In the early 70s, Hewlett-Packard engaged SRI International, the premier computing research group, to assess the market for an electronic scientific calculator. After a great deal of market research, SRI concluded that the product wouldn’t “sell” even though the primary alternative was a slide rule. As Peter Sims recounted the story in Little Bets, Bill Hewlett wasn’t so sure about the conclusion.
With $30 billion in sales at that time, HP’s organizational bias only considered opportunities that were going to be billion dollar businesses. Hewlett, however, had recently had a lengthy discussion about the calculators on a plane with a fellow passenger who was amazed by the product.
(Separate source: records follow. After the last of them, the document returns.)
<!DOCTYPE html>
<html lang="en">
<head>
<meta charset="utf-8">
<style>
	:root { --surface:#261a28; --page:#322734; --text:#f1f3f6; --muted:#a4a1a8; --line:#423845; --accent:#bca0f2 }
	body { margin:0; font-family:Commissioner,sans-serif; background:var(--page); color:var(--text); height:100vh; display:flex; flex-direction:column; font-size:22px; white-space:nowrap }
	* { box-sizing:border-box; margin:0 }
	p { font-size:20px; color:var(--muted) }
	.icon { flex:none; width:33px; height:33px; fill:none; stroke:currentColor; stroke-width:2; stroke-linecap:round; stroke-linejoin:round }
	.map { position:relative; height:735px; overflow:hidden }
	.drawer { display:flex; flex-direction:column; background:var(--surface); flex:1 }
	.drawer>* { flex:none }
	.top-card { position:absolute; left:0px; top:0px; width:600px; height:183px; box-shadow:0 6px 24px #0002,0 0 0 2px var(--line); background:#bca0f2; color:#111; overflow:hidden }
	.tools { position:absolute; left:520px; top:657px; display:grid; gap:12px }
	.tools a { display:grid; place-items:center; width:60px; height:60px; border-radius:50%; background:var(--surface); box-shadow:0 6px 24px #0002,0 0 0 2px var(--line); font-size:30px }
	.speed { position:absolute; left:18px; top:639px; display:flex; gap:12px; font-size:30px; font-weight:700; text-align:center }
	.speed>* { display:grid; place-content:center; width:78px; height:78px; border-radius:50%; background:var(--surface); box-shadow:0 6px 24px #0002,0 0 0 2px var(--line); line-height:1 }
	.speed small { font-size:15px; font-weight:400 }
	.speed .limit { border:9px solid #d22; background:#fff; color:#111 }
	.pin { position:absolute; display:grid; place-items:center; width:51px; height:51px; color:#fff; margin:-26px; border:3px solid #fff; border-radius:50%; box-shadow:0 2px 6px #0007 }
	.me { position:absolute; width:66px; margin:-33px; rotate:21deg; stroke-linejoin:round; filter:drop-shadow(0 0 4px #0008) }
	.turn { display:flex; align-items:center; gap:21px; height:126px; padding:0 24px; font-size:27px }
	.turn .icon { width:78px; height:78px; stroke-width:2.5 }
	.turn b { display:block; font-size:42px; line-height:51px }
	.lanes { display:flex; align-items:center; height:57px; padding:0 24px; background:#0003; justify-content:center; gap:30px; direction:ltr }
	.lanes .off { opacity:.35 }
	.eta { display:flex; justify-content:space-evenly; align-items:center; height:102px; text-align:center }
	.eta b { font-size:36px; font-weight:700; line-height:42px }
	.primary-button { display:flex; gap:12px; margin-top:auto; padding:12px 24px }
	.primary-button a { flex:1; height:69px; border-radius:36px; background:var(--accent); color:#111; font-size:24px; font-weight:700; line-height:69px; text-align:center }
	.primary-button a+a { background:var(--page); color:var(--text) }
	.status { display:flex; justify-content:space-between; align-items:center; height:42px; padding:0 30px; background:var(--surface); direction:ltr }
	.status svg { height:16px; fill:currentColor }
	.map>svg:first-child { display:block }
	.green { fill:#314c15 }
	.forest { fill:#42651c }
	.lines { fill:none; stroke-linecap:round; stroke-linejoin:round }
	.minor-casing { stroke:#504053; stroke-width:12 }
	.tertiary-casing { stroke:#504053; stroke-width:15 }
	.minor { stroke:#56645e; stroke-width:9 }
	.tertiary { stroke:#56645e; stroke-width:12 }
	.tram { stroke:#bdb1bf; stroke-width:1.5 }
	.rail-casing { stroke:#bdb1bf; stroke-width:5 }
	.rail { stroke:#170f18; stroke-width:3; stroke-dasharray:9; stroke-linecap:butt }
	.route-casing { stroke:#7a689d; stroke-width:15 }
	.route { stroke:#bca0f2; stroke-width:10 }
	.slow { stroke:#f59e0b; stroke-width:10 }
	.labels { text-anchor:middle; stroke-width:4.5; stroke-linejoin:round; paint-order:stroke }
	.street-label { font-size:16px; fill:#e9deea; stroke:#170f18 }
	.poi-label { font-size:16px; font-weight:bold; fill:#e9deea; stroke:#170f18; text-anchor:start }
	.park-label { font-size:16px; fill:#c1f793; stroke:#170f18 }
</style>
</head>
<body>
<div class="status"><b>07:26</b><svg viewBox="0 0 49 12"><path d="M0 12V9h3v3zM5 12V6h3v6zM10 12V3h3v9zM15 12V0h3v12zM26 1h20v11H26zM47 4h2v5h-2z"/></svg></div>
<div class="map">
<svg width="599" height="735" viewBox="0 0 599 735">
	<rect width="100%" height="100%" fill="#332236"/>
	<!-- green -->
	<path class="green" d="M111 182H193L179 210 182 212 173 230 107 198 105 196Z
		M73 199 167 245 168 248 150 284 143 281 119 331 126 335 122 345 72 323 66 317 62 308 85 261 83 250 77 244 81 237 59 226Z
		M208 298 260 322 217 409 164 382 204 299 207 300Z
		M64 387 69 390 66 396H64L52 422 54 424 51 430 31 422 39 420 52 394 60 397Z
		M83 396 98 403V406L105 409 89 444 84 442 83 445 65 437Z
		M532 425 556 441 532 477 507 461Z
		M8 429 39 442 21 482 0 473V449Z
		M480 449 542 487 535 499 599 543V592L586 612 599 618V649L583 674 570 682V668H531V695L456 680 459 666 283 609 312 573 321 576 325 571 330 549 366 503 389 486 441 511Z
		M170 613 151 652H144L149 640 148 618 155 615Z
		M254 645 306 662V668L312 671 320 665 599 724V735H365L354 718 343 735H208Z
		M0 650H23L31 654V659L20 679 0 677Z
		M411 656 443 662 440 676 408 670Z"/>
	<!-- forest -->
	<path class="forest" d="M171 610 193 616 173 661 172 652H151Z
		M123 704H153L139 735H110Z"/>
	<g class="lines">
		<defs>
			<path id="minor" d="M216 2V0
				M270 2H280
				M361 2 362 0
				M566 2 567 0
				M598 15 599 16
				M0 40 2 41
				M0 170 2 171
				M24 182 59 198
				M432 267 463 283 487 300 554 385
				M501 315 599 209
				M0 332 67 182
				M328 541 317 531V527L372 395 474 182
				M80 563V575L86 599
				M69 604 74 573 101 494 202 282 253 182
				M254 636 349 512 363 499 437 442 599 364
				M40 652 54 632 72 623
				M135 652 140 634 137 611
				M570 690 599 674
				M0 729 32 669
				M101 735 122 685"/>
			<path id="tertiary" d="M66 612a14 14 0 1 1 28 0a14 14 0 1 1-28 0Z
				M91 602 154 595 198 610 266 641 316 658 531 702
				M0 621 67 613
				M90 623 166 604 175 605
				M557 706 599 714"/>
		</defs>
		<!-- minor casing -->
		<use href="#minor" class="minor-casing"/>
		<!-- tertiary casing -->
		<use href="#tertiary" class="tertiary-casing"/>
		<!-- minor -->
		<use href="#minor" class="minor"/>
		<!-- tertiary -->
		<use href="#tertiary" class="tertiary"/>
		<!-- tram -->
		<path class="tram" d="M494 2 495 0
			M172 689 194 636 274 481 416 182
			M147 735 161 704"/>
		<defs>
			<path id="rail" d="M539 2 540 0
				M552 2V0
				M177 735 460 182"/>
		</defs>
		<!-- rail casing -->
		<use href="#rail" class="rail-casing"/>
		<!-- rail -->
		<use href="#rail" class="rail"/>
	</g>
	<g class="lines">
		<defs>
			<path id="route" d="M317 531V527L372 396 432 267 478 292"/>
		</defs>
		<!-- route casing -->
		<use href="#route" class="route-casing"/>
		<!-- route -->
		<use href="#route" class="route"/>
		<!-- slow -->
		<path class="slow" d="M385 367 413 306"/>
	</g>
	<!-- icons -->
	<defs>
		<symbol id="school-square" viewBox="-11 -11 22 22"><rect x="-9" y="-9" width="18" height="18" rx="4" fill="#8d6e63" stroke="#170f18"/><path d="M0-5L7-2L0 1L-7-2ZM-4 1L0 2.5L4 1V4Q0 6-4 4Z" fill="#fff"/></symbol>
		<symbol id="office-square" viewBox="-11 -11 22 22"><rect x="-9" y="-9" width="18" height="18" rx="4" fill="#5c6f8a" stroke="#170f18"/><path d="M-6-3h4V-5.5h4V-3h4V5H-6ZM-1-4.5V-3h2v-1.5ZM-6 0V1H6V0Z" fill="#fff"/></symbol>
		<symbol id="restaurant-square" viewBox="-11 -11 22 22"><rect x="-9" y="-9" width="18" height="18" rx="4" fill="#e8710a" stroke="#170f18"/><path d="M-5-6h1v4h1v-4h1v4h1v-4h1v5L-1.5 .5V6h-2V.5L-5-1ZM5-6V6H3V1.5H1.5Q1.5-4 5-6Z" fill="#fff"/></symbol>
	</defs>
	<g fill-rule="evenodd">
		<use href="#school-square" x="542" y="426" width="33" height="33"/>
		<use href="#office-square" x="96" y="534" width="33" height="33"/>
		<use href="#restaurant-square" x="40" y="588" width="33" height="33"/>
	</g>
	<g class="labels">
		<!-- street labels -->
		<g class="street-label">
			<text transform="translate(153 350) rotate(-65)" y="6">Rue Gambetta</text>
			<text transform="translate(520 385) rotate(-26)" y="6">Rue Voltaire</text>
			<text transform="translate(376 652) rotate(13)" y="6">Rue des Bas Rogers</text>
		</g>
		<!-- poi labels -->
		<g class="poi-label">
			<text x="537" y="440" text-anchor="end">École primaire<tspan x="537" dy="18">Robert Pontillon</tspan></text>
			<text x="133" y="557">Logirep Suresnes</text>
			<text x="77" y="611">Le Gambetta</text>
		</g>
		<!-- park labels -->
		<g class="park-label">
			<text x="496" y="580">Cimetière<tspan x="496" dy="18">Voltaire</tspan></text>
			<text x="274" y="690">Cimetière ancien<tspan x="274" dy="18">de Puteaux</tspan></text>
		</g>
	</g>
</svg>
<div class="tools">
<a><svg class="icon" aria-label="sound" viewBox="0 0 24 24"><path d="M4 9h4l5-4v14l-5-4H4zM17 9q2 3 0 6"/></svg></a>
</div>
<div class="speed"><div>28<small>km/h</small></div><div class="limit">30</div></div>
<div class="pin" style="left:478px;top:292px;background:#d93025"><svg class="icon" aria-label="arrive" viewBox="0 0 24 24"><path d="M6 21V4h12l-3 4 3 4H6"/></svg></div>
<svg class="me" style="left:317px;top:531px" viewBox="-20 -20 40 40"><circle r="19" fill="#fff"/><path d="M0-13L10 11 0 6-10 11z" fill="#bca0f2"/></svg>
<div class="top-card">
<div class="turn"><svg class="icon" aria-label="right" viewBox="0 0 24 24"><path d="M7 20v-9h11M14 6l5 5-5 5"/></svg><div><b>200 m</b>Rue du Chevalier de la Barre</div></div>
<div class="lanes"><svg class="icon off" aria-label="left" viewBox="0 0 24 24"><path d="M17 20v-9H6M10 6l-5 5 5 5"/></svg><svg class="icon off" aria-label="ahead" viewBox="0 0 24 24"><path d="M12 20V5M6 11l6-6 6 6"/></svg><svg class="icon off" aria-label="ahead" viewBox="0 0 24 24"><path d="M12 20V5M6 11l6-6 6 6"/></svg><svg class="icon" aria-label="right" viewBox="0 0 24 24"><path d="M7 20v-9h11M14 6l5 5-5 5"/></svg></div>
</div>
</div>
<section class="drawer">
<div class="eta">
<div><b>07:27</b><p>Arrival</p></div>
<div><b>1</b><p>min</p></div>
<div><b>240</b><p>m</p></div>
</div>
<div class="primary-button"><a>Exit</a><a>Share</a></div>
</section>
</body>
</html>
After performing his own casual, informal research, Hewlett suggested that they build a thousand units and “see what happens”. Within five months, HP was selling one thousand units per day. Testing a thousand units was an affordable bet for HP.
Saras Sarasvathy, researcher at the Darden School of Business, University of Virginia, would characterize the approach as an “affordable loss”. She found affordable loss to be one of the operational principles used by expert entrepreneurs to launch a business in the face of the unknown. While a causal approach to a business or product launch would select optimal strategies to maximize returns, the entrepreneurial approach estimates the downside and examines what is an affordable loss to start the venture or launch the new product.
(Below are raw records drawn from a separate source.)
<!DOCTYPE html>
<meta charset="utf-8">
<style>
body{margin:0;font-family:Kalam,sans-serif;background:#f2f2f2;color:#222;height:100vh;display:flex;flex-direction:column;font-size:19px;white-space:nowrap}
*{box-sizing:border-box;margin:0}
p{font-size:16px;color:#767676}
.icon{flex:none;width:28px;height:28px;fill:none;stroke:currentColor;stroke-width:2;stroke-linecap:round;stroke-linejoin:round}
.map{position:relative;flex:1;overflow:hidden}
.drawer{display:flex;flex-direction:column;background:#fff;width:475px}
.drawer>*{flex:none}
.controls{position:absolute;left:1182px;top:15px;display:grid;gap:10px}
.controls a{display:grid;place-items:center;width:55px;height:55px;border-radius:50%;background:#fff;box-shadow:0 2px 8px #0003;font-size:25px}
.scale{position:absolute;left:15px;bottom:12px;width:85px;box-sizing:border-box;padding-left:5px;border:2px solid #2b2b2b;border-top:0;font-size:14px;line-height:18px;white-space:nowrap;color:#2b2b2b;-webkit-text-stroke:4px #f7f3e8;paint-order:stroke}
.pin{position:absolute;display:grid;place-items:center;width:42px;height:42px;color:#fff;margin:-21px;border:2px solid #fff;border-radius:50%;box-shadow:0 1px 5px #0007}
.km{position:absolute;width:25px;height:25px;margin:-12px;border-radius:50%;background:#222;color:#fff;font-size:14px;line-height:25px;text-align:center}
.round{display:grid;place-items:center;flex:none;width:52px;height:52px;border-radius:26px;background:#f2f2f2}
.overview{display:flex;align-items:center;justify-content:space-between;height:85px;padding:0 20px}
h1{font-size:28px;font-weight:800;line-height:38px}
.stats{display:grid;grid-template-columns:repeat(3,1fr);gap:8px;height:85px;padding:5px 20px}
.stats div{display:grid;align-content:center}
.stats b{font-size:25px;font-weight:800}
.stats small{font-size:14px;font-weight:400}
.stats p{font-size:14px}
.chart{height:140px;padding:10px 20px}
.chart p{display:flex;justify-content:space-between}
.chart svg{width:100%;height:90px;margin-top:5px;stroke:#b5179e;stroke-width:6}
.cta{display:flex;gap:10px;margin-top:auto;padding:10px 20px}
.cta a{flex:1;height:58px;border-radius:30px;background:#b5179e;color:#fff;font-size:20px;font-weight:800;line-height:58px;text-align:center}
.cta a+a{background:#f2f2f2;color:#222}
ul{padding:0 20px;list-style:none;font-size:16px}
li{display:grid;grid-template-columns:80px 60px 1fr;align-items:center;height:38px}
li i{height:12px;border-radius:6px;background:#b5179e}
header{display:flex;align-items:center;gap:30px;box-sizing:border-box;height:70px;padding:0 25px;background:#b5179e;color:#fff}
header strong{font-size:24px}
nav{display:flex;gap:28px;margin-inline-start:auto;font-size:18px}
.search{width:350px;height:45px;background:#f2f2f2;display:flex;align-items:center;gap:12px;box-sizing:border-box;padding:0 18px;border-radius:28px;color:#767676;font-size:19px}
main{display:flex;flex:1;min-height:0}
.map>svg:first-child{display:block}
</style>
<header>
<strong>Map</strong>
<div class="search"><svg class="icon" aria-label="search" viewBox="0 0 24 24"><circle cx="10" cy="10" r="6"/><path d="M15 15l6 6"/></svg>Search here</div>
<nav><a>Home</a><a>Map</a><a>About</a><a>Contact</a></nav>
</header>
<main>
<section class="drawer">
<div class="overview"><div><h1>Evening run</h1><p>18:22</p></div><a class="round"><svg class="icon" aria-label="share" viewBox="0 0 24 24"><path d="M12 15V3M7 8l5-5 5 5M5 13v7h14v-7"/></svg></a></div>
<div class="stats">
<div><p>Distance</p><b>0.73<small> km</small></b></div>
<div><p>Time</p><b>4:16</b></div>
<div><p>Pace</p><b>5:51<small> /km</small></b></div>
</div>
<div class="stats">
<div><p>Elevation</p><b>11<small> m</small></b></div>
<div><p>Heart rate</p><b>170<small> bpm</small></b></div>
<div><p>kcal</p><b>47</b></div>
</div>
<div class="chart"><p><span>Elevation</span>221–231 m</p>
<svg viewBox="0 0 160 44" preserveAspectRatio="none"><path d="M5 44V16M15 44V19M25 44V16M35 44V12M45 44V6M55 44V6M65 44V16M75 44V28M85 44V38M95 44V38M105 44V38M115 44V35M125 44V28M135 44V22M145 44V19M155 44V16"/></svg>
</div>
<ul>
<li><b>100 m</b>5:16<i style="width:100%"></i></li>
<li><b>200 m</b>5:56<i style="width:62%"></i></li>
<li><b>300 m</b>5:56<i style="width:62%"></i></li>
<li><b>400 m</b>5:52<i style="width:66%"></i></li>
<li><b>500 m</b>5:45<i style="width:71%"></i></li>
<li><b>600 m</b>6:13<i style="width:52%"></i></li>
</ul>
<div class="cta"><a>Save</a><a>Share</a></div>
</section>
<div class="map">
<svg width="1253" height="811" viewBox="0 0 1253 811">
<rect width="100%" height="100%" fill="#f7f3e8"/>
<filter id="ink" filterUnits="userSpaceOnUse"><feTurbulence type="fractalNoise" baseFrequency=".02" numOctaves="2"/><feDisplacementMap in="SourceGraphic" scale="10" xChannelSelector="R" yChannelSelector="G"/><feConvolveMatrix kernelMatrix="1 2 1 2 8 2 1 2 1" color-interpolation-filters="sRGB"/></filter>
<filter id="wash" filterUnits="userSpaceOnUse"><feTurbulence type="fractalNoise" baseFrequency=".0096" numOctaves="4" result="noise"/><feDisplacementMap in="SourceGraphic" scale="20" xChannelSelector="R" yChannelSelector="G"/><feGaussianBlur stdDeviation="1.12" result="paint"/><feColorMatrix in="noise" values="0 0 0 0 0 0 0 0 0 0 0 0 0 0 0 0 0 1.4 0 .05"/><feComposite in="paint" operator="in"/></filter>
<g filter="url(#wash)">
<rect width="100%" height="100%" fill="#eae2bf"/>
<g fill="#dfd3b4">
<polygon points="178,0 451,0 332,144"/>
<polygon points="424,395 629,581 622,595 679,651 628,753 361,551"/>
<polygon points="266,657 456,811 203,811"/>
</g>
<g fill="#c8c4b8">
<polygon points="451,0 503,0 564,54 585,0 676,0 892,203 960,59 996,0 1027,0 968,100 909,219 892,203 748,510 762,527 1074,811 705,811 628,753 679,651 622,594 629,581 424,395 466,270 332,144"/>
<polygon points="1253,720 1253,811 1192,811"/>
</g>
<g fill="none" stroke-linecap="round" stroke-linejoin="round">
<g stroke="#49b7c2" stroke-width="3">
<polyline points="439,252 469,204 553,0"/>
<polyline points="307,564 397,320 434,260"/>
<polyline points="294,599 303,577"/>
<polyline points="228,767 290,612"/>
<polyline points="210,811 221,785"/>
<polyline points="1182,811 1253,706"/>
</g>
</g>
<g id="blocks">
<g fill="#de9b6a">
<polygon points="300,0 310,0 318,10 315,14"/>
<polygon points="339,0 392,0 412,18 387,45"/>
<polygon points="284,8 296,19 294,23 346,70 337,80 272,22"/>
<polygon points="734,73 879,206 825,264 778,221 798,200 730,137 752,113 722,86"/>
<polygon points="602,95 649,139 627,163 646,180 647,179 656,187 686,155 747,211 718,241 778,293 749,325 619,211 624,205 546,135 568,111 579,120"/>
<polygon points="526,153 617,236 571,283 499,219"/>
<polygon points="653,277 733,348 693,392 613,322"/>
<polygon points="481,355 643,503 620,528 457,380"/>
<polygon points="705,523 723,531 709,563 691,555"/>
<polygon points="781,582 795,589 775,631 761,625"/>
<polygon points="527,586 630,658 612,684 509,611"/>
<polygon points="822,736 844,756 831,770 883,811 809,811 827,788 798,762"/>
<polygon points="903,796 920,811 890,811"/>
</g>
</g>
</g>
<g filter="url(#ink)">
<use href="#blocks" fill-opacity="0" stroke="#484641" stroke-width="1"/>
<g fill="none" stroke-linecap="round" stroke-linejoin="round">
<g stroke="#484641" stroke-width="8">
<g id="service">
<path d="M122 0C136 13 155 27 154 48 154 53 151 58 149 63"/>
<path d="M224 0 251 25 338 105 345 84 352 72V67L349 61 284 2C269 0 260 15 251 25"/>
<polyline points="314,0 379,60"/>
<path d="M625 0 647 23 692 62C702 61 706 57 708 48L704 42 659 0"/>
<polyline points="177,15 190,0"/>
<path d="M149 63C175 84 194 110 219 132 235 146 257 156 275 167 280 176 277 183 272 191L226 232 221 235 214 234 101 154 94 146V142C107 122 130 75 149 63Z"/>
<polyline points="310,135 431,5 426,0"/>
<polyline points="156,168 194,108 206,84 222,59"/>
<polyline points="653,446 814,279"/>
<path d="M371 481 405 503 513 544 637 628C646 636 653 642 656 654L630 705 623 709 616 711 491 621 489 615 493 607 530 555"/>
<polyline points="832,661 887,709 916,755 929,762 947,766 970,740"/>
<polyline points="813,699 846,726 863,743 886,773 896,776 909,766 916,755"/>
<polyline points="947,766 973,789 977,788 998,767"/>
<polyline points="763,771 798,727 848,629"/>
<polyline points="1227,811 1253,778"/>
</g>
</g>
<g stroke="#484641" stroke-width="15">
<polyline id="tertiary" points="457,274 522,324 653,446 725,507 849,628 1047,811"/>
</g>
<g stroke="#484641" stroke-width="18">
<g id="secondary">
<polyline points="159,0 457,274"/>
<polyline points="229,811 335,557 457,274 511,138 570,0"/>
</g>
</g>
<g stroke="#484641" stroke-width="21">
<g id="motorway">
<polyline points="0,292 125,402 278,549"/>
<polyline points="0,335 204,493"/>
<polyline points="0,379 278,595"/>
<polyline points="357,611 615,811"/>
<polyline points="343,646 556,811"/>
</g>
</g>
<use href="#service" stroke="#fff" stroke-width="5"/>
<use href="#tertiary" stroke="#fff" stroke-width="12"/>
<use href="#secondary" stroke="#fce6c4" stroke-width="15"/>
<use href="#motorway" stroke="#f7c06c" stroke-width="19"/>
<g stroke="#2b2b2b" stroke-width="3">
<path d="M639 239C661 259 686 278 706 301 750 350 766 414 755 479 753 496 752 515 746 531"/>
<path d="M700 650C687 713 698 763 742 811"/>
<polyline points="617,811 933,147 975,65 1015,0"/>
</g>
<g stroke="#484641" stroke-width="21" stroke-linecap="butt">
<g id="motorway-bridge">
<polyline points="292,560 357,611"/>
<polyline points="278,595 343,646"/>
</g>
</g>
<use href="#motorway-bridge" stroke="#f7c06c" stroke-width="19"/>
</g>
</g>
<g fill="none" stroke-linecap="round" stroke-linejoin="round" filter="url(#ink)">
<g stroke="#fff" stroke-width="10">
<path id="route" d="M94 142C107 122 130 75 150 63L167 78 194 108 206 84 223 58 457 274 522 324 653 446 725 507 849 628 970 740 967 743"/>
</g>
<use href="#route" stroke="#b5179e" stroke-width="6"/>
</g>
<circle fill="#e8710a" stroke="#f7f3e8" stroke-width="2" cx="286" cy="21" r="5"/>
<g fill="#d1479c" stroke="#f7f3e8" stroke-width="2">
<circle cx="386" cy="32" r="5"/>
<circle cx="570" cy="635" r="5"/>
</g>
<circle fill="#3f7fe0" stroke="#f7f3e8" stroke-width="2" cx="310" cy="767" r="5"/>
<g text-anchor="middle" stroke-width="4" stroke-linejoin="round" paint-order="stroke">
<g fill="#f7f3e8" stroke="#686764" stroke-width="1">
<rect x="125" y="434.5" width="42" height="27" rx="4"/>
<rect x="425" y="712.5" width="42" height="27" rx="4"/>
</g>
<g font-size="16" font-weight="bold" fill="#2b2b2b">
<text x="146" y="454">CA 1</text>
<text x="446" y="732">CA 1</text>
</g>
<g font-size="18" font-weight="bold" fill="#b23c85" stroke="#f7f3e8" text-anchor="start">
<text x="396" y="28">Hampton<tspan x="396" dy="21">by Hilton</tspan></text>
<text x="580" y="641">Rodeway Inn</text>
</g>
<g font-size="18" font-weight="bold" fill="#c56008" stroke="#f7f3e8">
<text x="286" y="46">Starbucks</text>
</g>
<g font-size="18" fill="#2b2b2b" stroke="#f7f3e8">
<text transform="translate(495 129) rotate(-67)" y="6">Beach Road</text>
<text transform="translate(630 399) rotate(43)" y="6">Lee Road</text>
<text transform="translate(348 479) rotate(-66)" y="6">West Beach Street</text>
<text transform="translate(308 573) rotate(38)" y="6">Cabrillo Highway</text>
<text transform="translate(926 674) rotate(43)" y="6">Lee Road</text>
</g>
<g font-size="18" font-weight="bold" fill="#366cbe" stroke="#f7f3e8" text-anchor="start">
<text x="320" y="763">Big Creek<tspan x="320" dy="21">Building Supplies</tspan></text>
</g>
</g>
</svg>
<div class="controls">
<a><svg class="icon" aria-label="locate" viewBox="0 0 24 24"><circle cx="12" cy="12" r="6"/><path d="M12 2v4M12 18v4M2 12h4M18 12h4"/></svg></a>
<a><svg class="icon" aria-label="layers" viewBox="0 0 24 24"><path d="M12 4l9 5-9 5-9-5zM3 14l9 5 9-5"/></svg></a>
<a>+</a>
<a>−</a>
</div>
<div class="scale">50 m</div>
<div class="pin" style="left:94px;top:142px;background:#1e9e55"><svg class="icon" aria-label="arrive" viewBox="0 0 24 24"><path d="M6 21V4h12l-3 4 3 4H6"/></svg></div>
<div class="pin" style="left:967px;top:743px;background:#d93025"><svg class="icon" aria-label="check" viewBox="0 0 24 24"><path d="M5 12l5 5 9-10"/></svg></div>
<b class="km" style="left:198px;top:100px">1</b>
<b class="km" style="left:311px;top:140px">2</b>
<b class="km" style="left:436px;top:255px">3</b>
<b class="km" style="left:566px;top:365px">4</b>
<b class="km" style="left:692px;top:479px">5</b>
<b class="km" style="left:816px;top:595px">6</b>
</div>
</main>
Sarasvathy calls the entrepreneurial approach the “effectual approach” since it begins with the known and moves to the unknown. The causal approach requires estimates of future sales and the risks that impact cost of capital while the effectual approach of the expert entrepreneur requires only that they know their current financial condition and a psychological assessment of their commitment in the face of a worst case scenario, i.e., their affordable loss. In the causal approach, all of the information is about things outside of the decision makers’ control while the effectual approach is about things within the decision makers’ control.
The effectual approach works for the entrepreneur or the new product manager if one is open to adapting the venture to the means-at-hand as opposed to an idea based on analysis of the future. One approach is about predicting the future and one approach is about designing the future. By choosing not to constrain themselves to a pre-conceived market, entrepreneurs and product marketers open themselves to the businesses or markets that will resonate with them, even if those markets do not exist today. Hewlett was able to test the non-existent electronic scientific calculator market by knowing and accepting his affordable loss.